US PIRG has a new report, asking Do Roads Pay For Themselves? (and answering: "Setting the Record Straight on Transportation Funding")
As with most advocacy work, most of the facts are correct, the issue is in the spin. It is well known that "roads" do not pay for themselves, most local streets and roads are paid for from general taxes (esp. property taxes) and most roads are local (and most travel is local). The question is really 'do "highways" pay for themselves?', which the answer is much more difficult. Unfortunately the authors loosely interchange the terms "highways" and "roads" to suit convenience. They are different, they serve different purposes, and they are funded differently. If cars suddenly vanished, we would still need roads, just as we had roads before the advent of the automobile. They might be narrower, there might not be highways, but there will always be roads.
The authors have a heterodox history of the gas tax (but seem to emphasize the federal over the state, which is a common fallacy in all national transportation discussions, promoted by those based in Washington. If the federal government's role in transportation funding disappeared, it would take years to really notice out here in the country, since DC funds new projects, which would just stop being built, resulting in no change to existing infrastructure.)

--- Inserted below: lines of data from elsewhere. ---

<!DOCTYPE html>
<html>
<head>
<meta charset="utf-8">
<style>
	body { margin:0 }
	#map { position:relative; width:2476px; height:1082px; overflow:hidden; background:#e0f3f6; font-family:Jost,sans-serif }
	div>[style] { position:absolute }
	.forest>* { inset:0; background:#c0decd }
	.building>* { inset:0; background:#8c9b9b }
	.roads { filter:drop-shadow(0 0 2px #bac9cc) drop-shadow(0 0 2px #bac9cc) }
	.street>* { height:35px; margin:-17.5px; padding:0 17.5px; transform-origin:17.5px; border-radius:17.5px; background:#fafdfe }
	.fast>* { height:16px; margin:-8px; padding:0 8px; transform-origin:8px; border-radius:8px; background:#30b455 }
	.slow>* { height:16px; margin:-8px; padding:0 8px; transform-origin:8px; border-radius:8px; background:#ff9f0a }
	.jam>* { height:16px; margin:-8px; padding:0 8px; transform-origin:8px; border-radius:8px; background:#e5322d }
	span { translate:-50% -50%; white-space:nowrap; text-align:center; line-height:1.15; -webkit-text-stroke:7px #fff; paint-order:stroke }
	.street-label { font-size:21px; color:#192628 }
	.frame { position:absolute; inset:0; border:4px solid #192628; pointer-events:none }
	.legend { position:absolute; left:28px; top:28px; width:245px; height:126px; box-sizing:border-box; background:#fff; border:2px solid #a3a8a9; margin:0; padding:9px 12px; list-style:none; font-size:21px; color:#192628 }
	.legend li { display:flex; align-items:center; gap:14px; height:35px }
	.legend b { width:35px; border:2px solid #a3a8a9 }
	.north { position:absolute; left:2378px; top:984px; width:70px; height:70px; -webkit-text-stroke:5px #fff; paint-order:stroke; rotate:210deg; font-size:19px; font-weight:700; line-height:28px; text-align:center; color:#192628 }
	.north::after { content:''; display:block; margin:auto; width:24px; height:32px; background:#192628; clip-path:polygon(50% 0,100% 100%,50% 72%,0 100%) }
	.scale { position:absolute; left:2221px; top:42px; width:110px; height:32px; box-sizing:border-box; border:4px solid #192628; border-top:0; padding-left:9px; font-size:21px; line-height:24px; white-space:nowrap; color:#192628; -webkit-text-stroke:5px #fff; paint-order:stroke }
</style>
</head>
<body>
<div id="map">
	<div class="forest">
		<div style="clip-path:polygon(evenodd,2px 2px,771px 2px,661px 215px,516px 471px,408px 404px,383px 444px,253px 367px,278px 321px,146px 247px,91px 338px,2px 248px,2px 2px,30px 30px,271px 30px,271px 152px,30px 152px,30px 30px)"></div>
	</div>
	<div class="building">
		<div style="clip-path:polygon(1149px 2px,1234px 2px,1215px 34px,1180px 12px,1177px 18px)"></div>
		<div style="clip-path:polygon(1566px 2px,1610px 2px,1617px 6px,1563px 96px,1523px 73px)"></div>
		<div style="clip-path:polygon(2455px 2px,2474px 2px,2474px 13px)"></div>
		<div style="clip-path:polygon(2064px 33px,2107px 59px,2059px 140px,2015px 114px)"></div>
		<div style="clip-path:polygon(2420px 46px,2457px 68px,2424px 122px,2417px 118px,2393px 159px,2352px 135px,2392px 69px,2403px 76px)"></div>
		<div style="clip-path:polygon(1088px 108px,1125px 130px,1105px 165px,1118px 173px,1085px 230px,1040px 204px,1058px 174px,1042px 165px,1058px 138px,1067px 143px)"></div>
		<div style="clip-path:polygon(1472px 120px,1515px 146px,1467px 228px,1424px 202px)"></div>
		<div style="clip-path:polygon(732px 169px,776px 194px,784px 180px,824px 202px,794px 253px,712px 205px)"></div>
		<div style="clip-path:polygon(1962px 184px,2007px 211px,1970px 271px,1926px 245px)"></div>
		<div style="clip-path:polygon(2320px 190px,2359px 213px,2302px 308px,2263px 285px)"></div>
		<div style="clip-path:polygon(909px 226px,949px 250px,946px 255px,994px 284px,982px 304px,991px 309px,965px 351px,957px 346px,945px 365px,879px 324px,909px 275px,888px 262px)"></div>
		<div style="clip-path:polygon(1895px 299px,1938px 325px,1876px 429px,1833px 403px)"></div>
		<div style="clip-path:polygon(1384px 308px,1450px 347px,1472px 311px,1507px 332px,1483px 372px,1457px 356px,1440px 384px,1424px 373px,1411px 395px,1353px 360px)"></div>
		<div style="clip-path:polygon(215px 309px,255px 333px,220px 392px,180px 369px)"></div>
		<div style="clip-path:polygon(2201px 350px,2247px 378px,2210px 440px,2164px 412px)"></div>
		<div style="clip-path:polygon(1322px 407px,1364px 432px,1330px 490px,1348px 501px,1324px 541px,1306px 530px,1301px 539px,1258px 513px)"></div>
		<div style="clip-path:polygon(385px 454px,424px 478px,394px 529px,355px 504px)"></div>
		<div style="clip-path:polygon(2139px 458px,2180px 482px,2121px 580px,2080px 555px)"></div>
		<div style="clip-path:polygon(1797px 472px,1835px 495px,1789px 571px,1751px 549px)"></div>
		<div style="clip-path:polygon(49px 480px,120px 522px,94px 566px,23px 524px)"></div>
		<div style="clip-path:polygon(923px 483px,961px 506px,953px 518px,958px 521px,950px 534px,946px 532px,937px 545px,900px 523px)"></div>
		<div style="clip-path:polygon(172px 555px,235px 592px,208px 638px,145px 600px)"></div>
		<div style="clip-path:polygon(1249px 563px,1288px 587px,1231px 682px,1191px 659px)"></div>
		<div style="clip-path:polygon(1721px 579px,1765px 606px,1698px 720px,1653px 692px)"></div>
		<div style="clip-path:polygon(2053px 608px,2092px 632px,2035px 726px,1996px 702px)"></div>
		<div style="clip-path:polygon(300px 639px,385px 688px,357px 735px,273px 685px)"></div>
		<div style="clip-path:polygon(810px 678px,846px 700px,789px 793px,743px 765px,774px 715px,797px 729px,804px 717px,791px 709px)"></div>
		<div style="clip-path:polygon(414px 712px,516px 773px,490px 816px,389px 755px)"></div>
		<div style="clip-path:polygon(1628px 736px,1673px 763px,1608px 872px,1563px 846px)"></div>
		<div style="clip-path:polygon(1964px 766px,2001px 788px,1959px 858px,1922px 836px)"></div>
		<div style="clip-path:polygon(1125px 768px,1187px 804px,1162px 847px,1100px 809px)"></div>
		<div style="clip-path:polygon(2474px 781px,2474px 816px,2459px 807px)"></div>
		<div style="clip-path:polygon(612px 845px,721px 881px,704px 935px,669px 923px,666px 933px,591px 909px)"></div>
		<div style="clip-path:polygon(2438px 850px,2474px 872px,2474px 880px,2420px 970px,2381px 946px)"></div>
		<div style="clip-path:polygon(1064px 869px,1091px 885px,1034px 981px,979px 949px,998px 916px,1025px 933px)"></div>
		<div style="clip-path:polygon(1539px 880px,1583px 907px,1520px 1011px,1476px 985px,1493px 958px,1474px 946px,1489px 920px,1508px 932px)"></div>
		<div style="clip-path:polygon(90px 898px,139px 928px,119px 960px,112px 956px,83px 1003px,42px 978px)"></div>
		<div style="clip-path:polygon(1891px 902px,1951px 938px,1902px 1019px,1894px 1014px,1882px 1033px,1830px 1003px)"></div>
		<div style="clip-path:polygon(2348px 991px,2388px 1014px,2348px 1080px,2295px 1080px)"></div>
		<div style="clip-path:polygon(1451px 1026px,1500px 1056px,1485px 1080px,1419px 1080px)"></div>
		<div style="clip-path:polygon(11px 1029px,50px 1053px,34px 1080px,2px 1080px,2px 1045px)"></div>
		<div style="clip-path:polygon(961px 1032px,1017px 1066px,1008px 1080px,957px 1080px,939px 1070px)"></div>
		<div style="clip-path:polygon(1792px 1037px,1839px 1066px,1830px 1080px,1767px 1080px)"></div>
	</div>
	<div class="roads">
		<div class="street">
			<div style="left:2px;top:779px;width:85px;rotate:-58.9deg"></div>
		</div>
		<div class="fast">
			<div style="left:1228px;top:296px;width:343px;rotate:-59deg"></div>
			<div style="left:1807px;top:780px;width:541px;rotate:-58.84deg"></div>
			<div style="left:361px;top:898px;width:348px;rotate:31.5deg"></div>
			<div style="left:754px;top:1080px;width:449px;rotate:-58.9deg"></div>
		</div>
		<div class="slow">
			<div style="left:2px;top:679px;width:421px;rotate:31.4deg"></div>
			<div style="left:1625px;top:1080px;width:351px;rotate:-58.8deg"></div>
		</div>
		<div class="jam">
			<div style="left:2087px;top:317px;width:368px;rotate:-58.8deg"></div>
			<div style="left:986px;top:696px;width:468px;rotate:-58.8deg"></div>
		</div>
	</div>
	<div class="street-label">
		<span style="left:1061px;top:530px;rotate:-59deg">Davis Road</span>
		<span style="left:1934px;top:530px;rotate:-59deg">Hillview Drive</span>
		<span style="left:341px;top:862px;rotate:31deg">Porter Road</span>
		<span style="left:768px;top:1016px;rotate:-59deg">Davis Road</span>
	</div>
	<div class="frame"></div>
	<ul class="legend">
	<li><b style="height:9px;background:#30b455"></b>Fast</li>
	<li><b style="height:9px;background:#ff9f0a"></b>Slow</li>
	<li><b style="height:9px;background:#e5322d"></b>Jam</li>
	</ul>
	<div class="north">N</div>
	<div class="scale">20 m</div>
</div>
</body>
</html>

The authors have an interesting take on the term 'user fee', suggesting that gas taxes aren't really user fees because (a) they were sometimes used for deficit reduction, (b) they are shared with other surface transportation (transit), and (c) they don't correspond with use. While I don't like either diversion, that doesn't mean that gas taxes aren't user fees, just that Congress can't avoid meddling. Just because gas taxes imperfectly measure use (i.e. it is proportionate to gasoline consumption instead of miles, it is assessed on travel on all facilities, not just highways), doesn't mean it is not highly correlated. It is a surrogate, as are most fees. They are charged only to users of motor vehicles (admittedly only those users who use fuel, but that is approximately all users at this stage of technology). It would be better if user fees (preferably tolls if transactions costs could be reduced, but gas taxes in the interim) covered all costs of operating and maintaining existing streets, roads and highways, so we could depoliticize the issue, and treat it like the public utility it is. It would be better if the charge could vary by location and time of day, it will eventually do so.
User fees as the primarily source of funding is certainly economically feasible (i.e. we could raise the gas tax and cover all the costs if we so chose in the US), but politically we are not there yet, as politicians still have a fear of being unelected.
Financing new roads and highways is a separate problem from maintaining the existing. They should not be conflated.